Prompt — Using the data below, repeat all of it precisely.

Dataset excerpt START

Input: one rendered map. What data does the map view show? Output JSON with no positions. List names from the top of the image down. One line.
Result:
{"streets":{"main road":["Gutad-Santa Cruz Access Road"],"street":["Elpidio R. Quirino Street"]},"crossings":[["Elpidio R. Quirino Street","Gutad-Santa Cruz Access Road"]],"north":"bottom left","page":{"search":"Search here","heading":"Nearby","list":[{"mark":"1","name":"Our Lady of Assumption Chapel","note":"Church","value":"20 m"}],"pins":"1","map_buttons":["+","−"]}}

Dataset excerpt END

Exercise result —
Input: one rendered map. What data does the map view show? Output JSON with no positions. List names from the top of the image down. One line.
Result:
{"streets":{"main road":["Gutad-Santa Cruz Access Road"],"street":["Elpidio R. Quirino Street"]},"crossings":[["Elpidio R. Quirino Street","Gutad-Santa Cruz Access Road"]],"north":"bottom left","page":{"search":"Search here","heading":"Nearby","list":[{"mark":"1","name":"Our Lady of Assumption Chapel","note":"Church","value":"20 m"}],"pins":"1","map_buttons":["+","−"]}}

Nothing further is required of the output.